Agent Design 8 min read Tested March 2026

The Agent Handoff Protocol

Most agent guides tell you how to get agents to do more. Almost none tell you when they should stop. That gap has real consequences — from irreversible actions to $400 wasted on runaway API calls. Here are the four triggers that define when your agent must escalate, plus a template and safe-default system I use in production.

The Problem Nobody Talks About

An agent that never escalates will eventually take an irreversible action you didn't intend, silently fail while you think it's working, or spend a fortune looping on an unsolvable problem. An agent that escalates everything is useless. The skill is calibration.

Trigger 1

Irreversibility

Can a non-technical human undo this in under 5 minutes?

Trigger 2

Confidence Floor

Is confidence below 85%? Say so — don't fabricate certainty.

Trigger 3

Cost Spike

Consuming 3× expected tokens or API calls? Stop and report.

Trigger 4

Conflict Detection

Instructions contradict each other? Surface the conflict — don't silently pick one.
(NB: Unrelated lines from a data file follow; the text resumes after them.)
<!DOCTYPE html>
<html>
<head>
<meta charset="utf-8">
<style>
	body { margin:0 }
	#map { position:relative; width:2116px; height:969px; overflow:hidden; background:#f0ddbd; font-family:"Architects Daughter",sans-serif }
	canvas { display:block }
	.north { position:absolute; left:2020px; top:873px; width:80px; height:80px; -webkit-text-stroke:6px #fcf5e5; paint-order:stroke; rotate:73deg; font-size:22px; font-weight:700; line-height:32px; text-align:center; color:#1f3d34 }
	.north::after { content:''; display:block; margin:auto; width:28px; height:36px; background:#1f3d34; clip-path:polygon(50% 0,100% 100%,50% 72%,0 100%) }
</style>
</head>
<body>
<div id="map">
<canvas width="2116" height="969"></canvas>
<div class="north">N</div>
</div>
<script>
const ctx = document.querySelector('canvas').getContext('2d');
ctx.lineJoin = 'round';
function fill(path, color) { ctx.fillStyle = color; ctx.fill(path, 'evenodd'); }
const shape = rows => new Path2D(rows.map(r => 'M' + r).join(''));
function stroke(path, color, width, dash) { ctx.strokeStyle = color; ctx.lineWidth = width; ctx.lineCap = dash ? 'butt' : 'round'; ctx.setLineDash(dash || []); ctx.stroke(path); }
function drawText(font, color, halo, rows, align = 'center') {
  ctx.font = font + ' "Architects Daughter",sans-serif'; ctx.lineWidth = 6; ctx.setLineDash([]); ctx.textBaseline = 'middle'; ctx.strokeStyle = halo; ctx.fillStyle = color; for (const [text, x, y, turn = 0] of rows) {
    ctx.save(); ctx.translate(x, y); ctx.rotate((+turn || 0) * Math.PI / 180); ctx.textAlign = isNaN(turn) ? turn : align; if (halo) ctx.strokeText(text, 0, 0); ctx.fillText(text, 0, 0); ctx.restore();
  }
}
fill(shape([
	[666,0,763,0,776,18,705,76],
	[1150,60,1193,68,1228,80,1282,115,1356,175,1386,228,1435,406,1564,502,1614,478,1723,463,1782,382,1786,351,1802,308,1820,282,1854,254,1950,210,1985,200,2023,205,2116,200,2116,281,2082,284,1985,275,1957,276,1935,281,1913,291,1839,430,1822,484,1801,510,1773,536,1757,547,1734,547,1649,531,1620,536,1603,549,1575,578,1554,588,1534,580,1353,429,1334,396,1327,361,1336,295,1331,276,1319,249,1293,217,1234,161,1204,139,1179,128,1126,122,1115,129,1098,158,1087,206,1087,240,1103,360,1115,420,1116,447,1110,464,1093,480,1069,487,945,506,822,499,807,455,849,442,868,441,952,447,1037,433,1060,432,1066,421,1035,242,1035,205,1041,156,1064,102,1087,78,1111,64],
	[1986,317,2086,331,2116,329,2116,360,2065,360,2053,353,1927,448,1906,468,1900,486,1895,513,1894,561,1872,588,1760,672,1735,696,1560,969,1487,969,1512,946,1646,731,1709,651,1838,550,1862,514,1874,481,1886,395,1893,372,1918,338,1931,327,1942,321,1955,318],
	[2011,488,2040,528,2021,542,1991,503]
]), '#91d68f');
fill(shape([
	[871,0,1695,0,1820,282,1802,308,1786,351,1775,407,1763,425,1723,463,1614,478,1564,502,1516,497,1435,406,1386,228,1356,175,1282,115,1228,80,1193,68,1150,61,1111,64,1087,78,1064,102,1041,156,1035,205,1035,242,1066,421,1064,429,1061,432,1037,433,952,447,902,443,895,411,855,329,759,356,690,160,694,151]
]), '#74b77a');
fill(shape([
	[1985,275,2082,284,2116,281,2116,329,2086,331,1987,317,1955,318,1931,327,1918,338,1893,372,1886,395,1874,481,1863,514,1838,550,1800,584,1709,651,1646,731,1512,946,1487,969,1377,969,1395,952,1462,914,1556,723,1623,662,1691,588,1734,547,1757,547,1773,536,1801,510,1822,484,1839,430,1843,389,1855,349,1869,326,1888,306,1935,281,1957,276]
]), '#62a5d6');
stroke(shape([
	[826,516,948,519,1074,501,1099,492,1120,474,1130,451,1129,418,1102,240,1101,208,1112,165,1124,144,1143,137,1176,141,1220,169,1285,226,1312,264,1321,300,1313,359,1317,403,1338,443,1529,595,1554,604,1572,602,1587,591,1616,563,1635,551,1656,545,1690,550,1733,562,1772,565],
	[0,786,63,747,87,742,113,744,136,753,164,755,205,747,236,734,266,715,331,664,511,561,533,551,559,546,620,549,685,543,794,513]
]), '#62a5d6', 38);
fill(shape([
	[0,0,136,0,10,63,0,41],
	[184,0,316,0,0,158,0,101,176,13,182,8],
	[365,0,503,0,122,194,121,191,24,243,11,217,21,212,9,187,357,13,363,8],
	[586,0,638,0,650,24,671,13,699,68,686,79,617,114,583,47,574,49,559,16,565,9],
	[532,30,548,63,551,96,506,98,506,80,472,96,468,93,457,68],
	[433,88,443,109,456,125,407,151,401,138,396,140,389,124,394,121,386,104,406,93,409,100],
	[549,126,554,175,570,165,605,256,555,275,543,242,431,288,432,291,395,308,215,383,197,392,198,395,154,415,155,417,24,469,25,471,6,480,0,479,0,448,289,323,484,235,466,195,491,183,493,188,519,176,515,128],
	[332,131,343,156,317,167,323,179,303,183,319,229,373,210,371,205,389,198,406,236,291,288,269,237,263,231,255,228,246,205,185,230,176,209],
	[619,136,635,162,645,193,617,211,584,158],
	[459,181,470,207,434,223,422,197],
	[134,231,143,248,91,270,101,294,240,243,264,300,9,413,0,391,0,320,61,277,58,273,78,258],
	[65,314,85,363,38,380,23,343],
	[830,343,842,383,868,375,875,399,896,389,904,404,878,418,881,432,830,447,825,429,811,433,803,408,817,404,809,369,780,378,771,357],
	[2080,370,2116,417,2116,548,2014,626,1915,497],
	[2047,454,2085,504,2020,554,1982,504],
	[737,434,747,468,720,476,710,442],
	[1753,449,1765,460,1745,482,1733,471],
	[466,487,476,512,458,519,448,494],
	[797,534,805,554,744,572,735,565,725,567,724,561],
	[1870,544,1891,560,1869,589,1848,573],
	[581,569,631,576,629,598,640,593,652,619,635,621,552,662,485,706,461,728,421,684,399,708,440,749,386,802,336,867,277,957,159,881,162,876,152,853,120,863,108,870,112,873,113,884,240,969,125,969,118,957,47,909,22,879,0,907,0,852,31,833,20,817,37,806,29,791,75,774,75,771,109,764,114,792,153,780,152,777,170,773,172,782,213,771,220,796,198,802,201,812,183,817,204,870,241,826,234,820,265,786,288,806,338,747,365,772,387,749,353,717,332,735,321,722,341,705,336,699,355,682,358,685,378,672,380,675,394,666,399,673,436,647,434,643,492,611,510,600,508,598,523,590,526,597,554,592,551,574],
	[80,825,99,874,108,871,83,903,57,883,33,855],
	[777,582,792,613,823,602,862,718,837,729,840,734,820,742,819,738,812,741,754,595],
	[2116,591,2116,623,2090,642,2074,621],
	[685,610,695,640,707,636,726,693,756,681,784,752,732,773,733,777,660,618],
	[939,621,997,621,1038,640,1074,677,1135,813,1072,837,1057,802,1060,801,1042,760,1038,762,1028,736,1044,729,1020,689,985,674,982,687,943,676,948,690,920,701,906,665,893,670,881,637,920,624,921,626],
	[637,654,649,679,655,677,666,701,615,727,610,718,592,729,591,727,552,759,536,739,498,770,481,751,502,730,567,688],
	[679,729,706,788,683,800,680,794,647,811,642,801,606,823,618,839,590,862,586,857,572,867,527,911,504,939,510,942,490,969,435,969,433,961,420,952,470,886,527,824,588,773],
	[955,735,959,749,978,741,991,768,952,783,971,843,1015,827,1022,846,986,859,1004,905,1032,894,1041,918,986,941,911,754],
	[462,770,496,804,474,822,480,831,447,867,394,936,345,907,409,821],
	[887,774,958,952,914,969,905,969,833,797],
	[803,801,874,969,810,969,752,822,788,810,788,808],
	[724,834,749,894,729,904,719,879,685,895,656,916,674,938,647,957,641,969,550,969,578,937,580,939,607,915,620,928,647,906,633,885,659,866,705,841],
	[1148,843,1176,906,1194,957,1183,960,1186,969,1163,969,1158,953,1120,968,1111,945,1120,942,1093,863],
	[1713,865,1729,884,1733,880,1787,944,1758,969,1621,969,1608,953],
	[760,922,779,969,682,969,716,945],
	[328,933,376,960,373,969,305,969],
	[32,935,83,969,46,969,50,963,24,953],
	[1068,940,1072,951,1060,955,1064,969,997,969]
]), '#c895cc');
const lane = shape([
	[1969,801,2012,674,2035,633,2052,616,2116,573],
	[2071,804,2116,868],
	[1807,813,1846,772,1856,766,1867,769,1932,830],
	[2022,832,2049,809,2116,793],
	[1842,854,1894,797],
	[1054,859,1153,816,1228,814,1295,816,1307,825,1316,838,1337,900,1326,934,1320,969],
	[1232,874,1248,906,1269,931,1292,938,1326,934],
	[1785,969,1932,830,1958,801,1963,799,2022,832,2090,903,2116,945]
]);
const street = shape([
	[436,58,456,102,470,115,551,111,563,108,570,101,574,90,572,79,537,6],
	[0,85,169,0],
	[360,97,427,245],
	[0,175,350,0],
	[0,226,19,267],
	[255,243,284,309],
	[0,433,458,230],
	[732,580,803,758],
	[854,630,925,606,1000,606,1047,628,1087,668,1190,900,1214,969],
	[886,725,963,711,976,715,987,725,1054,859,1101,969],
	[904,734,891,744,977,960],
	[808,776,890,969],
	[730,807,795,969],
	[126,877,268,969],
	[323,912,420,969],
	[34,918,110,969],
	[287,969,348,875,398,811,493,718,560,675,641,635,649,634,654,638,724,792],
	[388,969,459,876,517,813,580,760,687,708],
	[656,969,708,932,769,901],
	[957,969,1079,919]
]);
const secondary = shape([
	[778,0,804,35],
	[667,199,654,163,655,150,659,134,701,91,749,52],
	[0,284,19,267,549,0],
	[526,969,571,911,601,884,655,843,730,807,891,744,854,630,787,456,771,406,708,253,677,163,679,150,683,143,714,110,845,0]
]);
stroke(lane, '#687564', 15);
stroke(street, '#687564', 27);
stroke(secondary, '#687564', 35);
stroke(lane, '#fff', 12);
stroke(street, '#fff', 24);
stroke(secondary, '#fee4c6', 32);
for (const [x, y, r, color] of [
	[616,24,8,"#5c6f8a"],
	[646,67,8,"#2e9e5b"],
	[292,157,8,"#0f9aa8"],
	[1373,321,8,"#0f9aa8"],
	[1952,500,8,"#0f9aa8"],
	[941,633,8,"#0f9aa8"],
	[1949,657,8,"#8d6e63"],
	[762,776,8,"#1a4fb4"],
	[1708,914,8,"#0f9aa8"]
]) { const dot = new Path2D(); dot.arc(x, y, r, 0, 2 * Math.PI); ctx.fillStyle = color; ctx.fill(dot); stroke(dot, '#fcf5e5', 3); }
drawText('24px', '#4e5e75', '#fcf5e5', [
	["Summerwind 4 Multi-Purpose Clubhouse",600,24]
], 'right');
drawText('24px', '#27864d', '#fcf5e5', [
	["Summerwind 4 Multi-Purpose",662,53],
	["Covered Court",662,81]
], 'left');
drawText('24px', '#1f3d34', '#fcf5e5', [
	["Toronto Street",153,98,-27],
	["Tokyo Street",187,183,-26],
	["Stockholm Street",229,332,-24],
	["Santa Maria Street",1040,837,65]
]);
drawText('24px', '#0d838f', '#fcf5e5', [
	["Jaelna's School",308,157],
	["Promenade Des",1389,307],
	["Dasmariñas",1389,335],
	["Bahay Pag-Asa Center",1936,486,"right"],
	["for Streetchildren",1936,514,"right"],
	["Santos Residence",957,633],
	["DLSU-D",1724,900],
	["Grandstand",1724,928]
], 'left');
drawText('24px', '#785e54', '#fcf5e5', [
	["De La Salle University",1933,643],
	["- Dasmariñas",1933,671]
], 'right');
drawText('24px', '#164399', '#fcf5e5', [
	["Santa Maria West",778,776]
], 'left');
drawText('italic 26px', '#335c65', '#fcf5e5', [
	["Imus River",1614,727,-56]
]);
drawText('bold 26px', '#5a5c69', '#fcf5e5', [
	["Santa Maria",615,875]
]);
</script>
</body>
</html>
Trigger 1: Irreversibility Threshold

Rule: If an action cannot be undone in under 5 minutes by a non-technical human, escalate before executing.

Irreversible actions — always escalate:

Sending emails or DMs to external people
Publishing anything publicly (posts, articles, announcements)
Deleting files, records, or data
Spending money (subscriptions, API credits, purchases)
Changing DNS, domains, or hosting configurations
Modifying production databases

Reversible actions — proceed without asking:

Writing draft files
Reading and analyzing data
Creating internal notes or memory files
Running read-only API calls
Preparing content for human review

Add this to your SOUL.md:

## Escalation Rules
Before any irreversible action, ask explicitly:
"This will [action]. Confirm? (yes/no)"
Log every escalation with reason in memory/YYYY-MM-DD.md.

Trigger 2: Confidence Floor

Rule: If confidence in the correct answer is below 85%, say so. Do not fabricate certainty.

The confidence floor applies especially to factual claims about the world, technical recommendations, predictions, and anything you'd need to verify with a source you don't have.

❌ Bad

Fills the gap with plausible-sounding information. Uses hedging language to disguise fabrication: "something like...", "roughly..."

✓ Good

"I'm not confident enough to act on this. Here's what I know: [X]. Here's what I need to verify: [Y]. Want me to search for confirmation?"

Trigger 3: Cost Spike Detection

Rule: If a task is consuming 3× the expected tokens or API calls, stop and report before continuing.

This catches infinite loops (common with tool-use agents), tasks that expanded in scope unexpectedly, and runaway sub-agent spawns.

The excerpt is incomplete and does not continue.